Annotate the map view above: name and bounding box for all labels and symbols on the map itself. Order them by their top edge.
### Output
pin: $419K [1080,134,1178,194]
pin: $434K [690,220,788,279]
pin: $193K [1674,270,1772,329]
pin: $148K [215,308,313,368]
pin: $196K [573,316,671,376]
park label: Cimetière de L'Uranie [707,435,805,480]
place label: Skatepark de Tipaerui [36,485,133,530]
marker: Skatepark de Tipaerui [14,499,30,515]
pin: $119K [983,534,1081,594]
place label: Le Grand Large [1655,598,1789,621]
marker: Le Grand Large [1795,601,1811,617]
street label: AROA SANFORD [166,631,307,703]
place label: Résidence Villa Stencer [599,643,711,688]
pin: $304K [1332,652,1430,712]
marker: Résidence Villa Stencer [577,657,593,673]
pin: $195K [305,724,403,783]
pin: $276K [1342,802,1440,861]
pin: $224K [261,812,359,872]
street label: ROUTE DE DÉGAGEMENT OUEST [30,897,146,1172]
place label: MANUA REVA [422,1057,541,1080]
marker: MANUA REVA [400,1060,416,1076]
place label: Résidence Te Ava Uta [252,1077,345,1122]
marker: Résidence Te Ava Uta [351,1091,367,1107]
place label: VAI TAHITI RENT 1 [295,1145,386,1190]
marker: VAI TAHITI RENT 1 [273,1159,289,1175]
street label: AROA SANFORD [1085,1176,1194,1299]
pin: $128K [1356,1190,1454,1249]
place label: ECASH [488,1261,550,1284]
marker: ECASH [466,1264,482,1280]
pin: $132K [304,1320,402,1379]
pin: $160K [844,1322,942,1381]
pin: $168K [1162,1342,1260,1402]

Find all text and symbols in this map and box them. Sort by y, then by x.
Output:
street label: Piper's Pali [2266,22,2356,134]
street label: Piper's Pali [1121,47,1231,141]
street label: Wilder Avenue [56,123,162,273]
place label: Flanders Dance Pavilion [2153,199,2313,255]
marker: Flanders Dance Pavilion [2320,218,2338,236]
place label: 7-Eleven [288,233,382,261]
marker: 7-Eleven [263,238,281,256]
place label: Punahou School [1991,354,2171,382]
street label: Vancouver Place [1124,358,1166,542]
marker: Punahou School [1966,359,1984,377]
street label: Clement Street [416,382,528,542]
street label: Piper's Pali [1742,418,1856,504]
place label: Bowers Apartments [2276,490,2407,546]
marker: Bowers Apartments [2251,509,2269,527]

● ● ● ●

Reproduce the data shown above exactly, including every line.

Annotate the map view above: name and bounding box for all labels and symbols on the map itself. Order them by their top edge.
### Output
pin: $419K [1080,134,1178,194]
pin: $434K [690,220,788,279]
pin: $193K [1674,270,1772,329]
pin: $148K [215,308,313,368]
pin: $196K [573,316,671,376]
park label: Cimetière de L'Uranie [707,435,805,480]
place label: Skatepark de Tipaerui [36,485,133,530]
marker: Skatepark de Tipaerui [14,499,30,515]
pin: $119K [983,534,1081,594]
place label: Le Grand Large [1655,598,1789,621]
marker: Le Grand Large [1795,601,1811,617]
street label: AROA SANFORD [166,631,307,703]
place label: Résidence Villa Stencer [599,643,711,688]
pin: $304K [1332,652,1430,712]
marker: Résidence Villa Stencer [577,657,593,673]
pin: $195K [305,724,403,783]
pin: $276K [1342,802,1440,861]
pin: $224K [261,812,359,872]
street label: ROUTE DE DÉGAGEMENT OUEST [30,897,146,1172]
place label: MANUA REVA [422,1057,541,1080]
marker: MANUA REVA [400,1060,416,1076]
place label: Résidence Te Ava Uta [252,1077,345,1122]
marker: Résidence Te Ava Uta [351,1091,367,1107]
place label: VAI TAHITI RENT 1 [295,1145,386,1190]
marker: VAI TAHITI RENT 1 [273,1159,289,1175]
street label: AROA SANFORD [1085,1176,1194,1299]
pin: $128K [1356,1190,1454,1249]
place label: ECASH [488,1261,550,1284]
marker: ECASH [466,1264,482,1280]
pin: $132K [304,1320,402,1379]
pin: $160K [844,1322,942,1381]
pin: $168K [1162,1342,1260,1402]

Find all text and symbols in this map and box them. Sort by y, then by x.
Output:
street label: Piper's Pali [2266,22,2356,134]
street label: Piper's Pali [1121,47,1231,141]
street label: Wilder Avenue [56,123,162,273]
place label: Flanders Dance Pavilion [2153,199,2313,255]
marker: Flanders Dance Pavilion [2320,218,2338,236]
place label: 7-Eleven [288,233,382,261]
marker: 7-Eleven [263,238,281,256]
place label: Punahou School [1991,354,2171,382]
street label: Vancouver Place [1124,358,1166,542]
marker: Punahou School [1966,359,1984,377]
street label: Clement Street [416,382,528,542]
street label: Piper's Pali [1742,418,1856,504]
place label: Bowers Apartments [2276,490,2407,546]
marker: Bowers Apartments [2251,509,2269,527]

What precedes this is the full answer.